Source information Start Marker

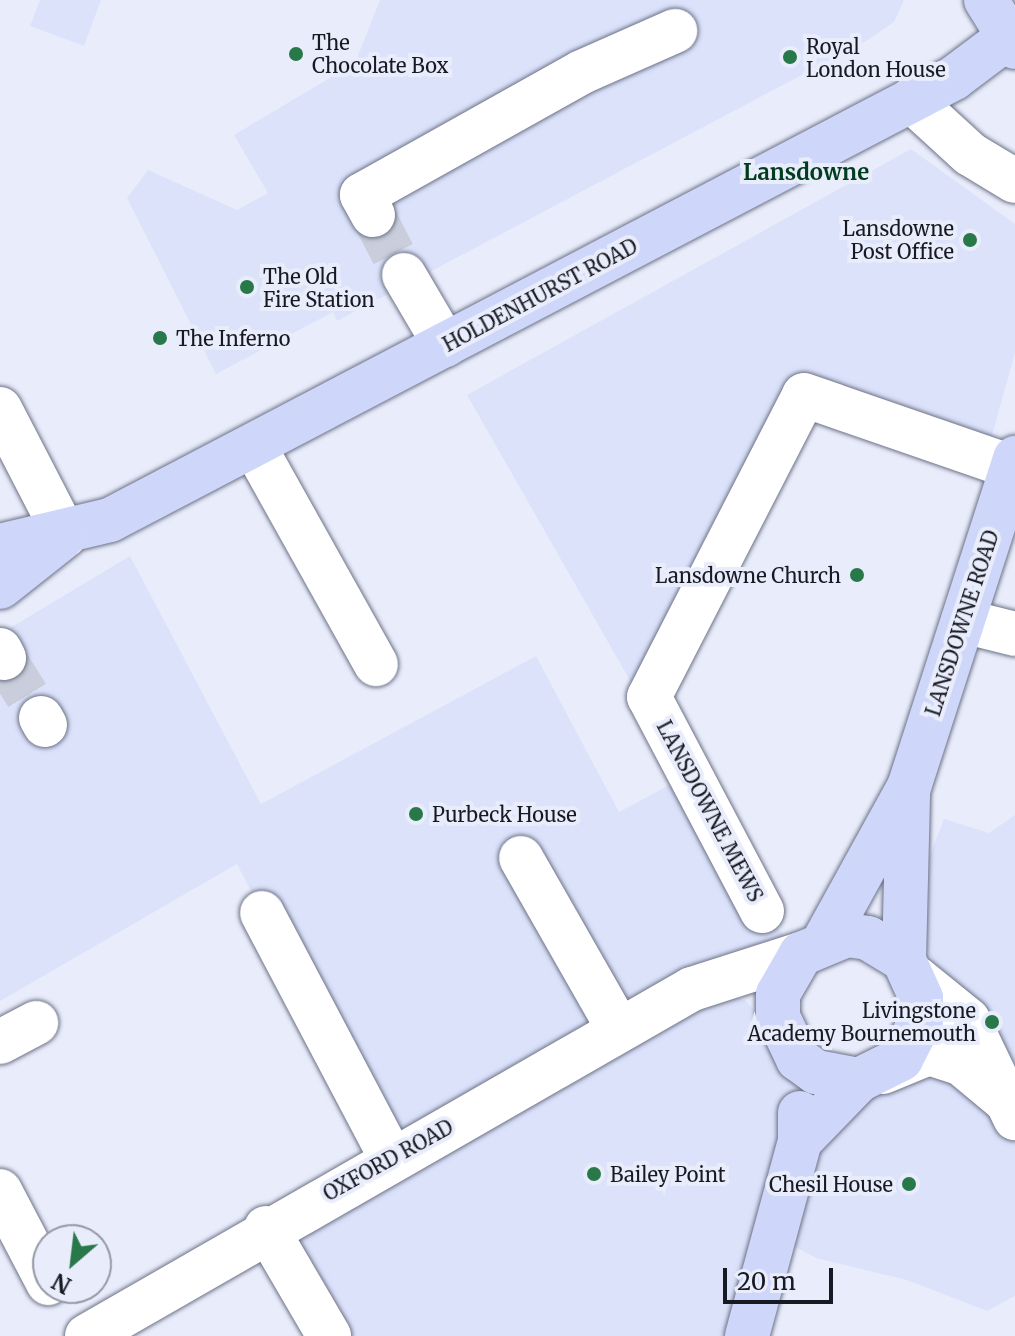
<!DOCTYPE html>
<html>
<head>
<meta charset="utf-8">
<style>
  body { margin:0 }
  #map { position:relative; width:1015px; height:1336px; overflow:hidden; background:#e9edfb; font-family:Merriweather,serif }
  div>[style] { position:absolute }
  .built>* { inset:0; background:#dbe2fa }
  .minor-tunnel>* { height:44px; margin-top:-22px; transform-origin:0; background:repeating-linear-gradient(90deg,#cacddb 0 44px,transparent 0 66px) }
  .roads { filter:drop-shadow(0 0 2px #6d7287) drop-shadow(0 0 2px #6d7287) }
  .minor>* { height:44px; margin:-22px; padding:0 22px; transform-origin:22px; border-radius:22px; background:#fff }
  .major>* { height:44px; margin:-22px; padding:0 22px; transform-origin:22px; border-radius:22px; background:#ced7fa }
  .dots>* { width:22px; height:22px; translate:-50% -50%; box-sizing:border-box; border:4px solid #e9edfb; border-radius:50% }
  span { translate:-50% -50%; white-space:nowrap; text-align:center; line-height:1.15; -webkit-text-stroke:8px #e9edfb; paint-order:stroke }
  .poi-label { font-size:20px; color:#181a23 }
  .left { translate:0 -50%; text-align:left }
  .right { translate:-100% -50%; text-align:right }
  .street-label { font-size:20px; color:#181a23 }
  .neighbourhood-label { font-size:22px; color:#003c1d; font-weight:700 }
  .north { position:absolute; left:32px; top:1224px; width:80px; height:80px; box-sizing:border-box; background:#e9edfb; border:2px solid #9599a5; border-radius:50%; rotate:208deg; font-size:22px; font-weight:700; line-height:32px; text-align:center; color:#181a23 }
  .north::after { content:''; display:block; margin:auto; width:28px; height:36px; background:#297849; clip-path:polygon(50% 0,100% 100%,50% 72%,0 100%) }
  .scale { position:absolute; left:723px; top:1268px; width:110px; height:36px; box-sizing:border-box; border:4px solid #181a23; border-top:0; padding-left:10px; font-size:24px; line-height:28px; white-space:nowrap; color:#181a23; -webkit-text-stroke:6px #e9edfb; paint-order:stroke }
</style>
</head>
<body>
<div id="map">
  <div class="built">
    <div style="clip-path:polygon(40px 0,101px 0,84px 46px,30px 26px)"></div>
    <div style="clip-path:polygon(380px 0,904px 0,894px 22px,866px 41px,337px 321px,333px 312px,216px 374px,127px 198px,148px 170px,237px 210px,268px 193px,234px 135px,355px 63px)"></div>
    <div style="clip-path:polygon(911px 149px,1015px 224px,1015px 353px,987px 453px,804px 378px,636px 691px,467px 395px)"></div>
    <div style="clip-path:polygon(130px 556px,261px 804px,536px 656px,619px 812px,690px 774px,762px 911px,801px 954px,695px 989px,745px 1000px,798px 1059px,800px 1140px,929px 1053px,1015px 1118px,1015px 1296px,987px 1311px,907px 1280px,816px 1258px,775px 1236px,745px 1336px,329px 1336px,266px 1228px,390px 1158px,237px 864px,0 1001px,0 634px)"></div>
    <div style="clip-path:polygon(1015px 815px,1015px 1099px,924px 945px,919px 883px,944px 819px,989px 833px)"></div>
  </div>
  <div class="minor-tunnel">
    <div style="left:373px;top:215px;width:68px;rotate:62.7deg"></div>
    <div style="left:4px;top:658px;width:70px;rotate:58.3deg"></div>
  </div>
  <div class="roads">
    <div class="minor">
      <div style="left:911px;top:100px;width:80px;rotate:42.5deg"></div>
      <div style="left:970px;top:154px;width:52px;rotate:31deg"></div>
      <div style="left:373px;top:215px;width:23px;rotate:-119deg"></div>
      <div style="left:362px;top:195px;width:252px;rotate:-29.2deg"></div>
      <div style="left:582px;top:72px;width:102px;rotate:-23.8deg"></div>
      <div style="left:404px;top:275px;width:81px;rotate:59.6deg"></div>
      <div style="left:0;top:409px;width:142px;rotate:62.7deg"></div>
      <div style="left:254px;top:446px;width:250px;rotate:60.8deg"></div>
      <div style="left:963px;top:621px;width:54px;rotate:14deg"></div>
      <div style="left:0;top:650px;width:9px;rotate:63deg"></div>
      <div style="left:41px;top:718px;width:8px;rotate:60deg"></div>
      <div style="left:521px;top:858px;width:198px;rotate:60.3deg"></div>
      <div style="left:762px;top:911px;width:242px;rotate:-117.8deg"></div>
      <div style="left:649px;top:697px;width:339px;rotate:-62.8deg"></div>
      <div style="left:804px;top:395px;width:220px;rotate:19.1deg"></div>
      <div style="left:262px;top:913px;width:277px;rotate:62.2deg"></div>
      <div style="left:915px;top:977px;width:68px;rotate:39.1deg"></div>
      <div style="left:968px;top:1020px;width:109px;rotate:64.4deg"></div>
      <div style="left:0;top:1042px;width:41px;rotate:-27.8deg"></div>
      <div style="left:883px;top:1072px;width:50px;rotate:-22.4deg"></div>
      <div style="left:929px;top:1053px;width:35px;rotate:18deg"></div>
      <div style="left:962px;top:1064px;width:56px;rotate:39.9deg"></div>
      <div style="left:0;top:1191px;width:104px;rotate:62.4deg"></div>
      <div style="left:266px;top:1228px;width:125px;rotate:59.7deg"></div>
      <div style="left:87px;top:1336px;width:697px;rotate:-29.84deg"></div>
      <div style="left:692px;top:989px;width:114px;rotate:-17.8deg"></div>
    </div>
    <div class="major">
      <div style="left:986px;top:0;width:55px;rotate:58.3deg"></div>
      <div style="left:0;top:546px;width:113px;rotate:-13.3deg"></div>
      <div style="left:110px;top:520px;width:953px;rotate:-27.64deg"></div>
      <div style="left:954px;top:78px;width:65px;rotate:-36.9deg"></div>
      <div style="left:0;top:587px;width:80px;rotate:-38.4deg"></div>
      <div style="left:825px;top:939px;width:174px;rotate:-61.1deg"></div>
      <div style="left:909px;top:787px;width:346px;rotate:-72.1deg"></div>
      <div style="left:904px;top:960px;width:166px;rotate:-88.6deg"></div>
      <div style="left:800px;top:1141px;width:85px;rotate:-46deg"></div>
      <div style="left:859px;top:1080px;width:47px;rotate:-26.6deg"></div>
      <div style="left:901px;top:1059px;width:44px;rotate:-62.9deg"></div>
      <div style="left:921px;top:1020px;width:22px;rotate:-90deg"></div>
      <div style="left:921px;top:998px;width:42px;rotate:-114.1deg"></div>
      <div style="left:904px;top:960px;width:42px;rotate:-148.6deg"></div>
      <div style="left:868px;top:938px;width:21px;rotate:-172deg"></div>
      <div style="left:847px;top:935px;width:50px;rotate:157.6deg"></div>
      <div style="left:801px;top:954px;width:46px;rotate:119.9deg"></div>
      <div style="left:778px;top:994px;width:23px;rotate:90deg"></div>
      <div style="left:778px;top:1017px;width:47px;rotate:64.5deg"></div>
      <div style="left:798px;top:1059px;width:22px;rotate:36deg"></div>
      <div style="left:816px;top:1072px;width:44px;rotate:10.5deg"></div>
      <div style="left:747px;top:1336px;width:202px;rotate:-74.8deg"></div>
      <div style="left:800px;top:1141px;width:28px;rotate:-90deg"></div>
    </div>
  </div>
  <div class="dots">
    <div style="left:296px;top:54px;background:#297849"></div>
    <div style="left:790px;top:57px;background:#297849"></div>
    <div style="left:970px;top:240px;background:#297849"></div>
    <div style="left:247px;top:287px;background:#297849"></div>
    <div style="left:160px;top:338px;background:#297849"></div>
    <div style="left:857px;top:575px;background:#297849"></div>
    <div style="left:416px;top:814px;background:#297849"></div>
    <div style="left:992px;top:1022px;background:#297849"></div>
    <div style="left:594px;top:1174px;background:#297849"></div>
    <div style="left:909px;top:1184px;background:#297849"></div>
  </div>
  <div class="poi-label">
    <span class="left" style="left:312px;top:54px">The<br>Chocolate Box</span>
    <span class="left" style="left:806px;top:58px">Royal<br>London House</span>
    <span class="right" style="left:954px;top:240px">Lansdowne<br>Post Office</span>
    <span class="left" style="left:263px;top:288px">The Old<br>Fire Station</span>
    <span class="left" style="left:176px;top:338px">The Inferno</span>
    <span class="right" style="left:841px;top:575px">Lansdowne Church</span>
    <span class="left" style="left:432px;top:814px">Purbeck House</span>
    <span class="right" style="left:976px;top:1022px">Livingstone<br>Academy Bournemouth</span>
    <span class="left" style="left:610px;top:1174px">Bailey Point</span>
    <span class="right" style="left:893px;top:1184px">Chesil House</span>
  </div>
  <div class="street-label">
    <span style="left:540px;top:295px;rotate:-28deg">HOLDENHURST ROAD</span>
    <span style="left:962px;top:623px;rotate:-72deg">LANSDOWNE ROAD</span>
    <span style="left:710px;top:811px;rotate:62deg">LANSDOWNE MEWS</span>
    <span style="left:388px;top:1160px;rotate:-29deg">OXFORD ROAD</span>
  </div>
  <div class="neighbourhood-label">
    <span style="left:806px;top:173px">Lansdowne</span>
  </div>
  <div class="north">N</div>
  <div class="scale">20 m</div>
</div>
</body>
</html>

Source information End Marker

## Exercise details
Write out the lines of the entries above exactly, beginning with the first and ending with the line that contains "filter:drop-shadow(0 0 2px". No picture goes in.

## Answer section
<!DOCTYPE html>
<html>
<head>
<meta charset="utf-8">
<style>
  body { margin:0 }
  #map { position:relative; width:1015px; height:1336px; overflow:hidden; background:#e9edfb; font-family:Merriweather,serif }
  div>[style] { position:absolute }
  .built>* { inset:0; background:#dbe2fa }
  .minor-tunnel>* { height:44px; margin-top:-22px; transform-origin:0; background:repeating-linear-gradient(90deg,#cacddb 0 44px,transparent 0 66px) }
  .roads { filter:drop-shadow(0 0 2px #6d7287) drop-shadow(0 0 2px #6d7287) }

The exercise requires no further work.